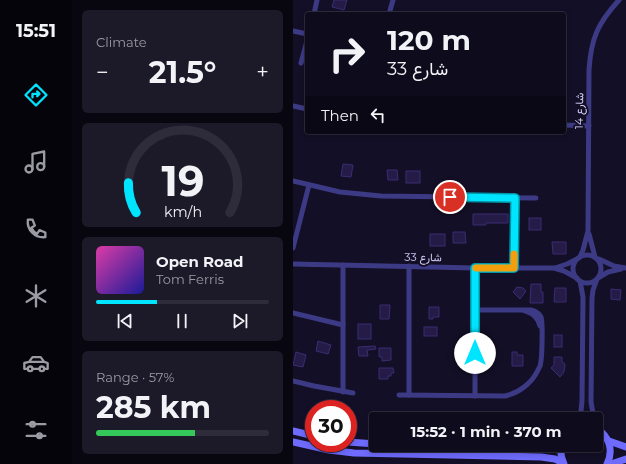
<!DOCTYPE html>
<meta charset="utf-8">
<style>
:root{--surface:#0e0b1c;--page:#1c1929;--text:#f1f3f6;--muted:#9b9ba3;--line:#2e2b3b;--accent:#00e5ff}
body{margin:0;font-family:Montserrat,Vazirmatn,sans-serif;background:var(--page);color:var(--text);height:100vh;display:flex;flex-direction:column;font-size:15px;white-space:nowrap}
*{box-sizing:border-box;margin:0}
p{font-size:13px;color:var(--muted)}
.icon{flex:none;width:22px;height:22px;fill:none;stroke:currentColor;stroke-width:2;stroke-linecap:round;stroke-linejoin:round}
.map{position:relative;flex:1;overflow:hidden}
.sheet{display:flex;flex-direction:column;gap:10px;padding:10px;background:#08060f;width:221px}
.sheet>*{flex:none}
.guide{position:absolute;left:12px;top:12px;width:261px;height:122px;border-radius:4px;box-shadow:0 2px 6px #0003,0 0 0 1px var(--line);background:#0e0b1c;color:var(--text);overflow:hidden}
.speed{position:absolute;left:12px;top:400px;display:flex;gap:8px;font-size:20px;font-weight:700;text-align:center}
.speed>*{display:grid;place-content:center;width:52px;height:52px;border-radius:50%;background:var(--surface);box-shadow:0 2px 6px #0003,0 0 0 1px var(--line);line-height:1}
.speed .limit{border:6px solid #d22;background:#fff;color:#111}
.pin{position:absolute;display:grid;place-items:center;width:34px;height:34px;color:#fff;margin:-17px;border:2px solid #fff;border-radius:50%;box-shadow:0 1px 4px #0007}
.me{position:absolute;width:44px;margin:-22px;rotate:0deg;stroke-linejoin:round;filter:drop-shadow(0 0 3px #0008)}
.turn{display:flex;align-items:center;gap:14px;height:84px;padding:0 16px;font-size:18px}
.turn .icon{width:52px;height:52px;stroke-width:2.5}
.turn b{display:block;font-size:28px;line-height:34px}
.then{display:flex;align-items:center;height:38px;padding:0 16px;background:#0003;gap:8px;font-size:15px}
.big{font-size:30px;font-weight:700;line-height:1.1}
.sheet .tile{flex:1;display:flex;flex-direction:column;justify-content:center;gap:6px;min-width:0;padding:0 14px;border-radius:6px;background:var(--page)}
.sheet .dial{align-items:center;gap:0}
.dial svg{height:104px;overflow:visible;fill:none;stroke:var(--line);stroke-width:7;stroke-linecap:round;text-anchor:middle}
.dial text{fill:var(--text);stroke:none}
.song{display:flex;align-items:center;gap:12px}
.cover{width:48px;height:48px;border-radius:6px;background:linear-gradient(135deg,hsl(320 70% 55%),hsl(240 70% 35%))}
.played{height:4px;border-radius:2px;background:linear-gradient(90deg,var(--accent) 35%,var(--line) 35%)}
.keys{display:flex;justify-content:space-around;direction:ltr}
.heat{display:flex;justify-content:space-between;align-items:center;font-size:22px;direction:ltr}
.charge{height:6px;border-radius:3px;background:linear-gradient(90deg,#34c759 57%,var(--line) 0)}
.trip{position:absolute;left:76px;top:412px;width:234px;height:40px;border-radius:4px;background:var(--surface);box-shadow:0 2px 6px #0003,0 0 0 1px var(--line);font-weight:700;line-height:40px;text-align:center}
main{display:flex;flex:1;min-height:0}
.tabs{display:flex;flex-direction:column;width:72px;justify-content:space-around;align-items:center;background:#06040b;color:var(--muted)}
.tabs .icon{width:28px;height:28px}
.tabs .selected{color:var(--accent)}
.tabs b{font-size:18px;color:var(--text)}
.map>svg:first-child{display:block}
.building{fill:#241b47;stroke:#3b2d73}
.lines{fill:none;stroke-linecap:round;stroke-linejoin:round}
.street{stroke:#3d3a85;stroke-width:5}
.secondary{stroke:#6f6bff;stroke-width:7}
.route-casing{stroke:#0095a6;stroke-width:10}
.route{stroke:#00e5ff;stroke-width:7}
.slow{stroke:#f59e0b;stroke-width:7}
.labels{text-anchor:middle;stroke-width:4;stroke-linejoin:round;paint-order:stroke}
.street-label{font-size:11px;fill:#d9d4ff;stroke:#130f26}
</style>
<main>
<nav class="tabs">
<b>15:51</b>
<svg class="icon selected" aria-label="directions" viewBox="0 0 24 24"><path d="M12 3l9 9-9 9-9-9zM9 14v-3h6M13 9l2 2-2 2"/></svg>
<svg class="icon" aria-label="music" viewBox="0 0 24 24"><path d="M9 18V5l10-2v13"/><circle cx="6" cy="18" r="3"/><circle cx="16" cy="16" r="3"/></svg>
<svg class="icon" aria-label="phone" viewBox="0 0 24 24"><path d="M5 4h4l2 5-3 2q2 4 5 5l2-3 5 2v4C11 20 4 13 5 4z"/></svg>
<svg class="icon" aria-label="climate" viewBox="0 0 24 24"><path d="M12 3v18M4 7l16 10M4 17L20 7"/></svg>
<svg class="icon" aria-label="car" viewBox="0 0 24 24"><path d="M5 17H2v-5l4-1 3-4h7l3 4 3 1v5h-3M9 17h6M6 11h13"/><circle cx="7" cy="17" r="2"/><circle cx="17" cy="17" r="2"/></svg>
<svg class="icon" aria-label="filters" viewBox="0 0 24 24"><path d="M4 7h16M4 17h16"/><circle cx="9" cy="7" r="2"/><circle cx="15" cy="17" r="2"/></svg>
</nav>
<section class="sheet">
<div class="tile"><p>Climate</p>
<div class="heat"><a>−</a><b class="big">21.5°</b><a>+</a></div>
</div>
<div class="tile dial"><svg viewBox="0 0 100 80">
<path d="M14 69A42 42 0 1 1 86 69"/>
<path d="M14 69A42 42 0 0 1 8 46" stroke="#00e5ff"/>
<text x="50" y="56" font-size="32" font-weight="700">19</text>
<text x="50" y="72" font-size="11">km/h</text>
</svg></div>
<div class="tile">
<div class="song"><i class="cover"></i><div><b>Open Road</b><p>Tom Ferris</p></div></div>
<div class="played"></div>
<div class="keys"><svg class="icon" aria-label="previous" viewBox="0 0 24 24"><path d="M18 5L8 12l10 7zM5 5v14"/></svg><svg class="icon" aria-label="pause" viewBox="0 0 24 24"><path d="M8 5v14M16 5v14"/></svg><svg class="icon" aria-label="next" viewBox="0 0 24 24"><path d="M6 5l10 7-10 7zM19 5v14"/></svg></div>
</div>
<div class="tile"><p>Range · 57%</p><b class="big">285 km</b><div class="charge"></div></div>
</section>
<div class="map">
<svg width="333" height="464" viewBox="0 0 333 464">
<rect width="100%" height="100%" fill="#130f26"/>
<!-- building -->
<g class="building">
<path d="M41 0H54L51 10 39 7Z"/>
<path d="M50 164 60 165 58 177 48 176Z"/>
<path d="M94 170H104L105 180H95Z"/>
<rect x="113" y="171" width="14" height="12"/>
<path d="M180 214H215V223H193V225H180Z"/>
<rect x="236" y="218" width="12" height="12"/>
<path d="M160 232H172L173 243H160Z"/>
<rect x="137" y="234" width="15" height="12"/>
<path d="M259 242H273V254H260Z"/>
<path d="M238 284H248V292H250V303H237Z"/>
<path d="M224 287 230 288 233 291 227 299 220 292Z"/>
<path d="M262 288H273V302H261Z"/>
<path d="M318 289 328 290 327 300 318 299Z"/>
<path d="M87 305H97L96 319H87Z"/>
<path d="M136 307H146V317H140V319H136Z"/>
<rect x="65" y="324" width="13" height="15"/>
<rect x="131" y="327" width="13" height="9"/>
<rect x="261" y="335" width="8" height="12"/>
<path d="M25 341 38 345 35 354 23 351Z"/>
<path d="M82 346 83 349 74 350 75 356H66L65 347Z"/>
<path d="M86 348H98V360L89 361V357H86Z"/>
<path d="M3 352 13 355 10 367 0 365Z"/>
<path d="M219 352H224V355H230V366H219Z"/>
<path d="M261 357H269V362L272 364 271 372 267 377 258 368 261 365Z"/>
<path d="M86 368H100L101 373H98V376H95V379H86Z"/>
<rect x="167" y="413" width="16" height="6"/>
</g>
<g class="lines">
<!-- street -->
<g class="street">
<path d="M21 14 24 0"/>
<path d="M96 14 100 0"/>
<path d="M0 31 14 34"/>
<path d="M8 63 14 41"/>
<path d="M0 106 14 109"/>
<path d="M271 125 296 126"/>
<path d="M0 181 47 192 88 196 243 198"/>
<path d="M296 234 302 257"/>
<path d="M0 248 16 185"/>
<circle cx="294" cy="269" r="14"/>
<path d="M287 257 290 250 295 231 296 70C298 38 305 23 326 0"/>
<path d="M306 259 321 266 333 268"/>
<path d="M0 264 182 268H261L271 271 284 278"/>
<path d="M182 268V396"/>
<path d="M221 268 222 198"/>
<path d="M262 268 274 264 284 259"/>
<path d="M305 278 315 272 328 269"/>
<path d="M232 311C241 314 245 318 247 326"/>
<path d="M0 313 50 325"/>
<path d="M0 381 21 386 60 393"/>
<path d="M50 392V265"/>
<path d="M106 395 212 396C226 393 239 383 245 370 247 367 248 364 248 361 249 354 250 322 248 317 246 313 242 311 238 310H182"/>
<path d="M116 395V266"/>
<path d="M286 419 288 411 289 401 290 297 287 281"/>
<path d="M301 419 298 402 299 298 300 290 304 279"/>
</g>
<!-- secondary -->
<g class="secondary">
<path d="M303 428C316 436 321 450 314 464"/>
<path d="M0 431 21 436"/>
<path d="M316 441 333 447"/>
<path d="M0 442 36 450 61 453 248 457 262 459 270 463"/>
<path d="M55 442 83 444"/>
<path d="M165 445 247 446 255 445"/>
<path d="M268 445C267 452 268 458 271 464"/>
<path d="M318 464 333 459"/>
</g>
</g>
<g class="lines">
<!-- route casing -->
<g class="route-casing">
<path id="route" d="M157 197 222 198 221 268H182V353"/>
</g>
<!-- route -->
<use href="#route" class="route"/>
<!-- slow -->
<path class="slow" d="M183 268H221V254"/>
</g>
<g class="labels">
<!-- street labels -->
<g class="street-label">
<text transform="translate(286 111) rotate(-89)" y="4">شارع 14</text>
<text transform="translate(130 257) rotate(1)" y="4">شارع 33</text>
</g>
</g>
</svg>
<div class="speed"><div class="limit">30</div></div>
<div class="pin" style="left:157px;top:197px;background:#d93025"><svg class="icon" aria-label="arrive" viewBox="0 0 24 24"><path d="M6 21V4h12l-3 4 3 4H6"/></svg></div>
<svg class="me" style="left:182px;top:353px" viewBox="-20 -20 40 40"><circle r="19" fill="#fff"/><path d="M0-13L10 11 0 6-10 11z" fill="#00e5ff"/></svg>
<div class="trip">15:52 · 1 min · 370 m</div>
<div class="guide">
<div class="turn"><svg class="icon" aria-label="right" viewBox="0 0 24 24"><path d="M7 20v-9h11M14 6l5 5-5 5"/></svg><div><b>120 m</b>شارع 33</div></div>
<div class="then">Then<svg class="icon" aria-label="left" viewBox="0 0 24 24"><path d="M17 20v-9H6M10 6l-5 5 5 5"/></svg></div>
</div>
</div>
</main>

→ Exercise brief
Please return all lines in the material above that include the word "shadow".

→ Problem solution
.guide{position:absolute;left:12px;top:12px;width:261px;height:122px;border-radius:4px;box-shadow:0 2px 6px #0003,0 0 0 1px var(--line);background:#0e0b1c;color:var(--text);overflow:hidden}
.speed>*{display:grid;place-content:center;width:52px;height:52px;border-radius:50%;background:var(--surface);box-shadow:0 2px 6px #0003,0 0 0 1px var(--line);line-height:1}
.pin{position:absolute;display:grid;place-items:center;width:34px;height:34px;color:#fff;margin:-17px;border:2px solid #fff;border-radius:50%;box-shadow:0 1px 4px #0007}
.me{position:absolute;width:44px;margin:-22px;rotate:0deg;stroke-linejoin:round;filter:drop-shadow(0 0 3px #0008)}
.trip{position:absolute;left:76px;top:412px;width:234px;height:40px;border-radius:4px;background:var(--surface);box-shadow:0 2px 6px #0003,0 0 0 1px var(--line);font-weight:700;line-height:40px;text-align:center}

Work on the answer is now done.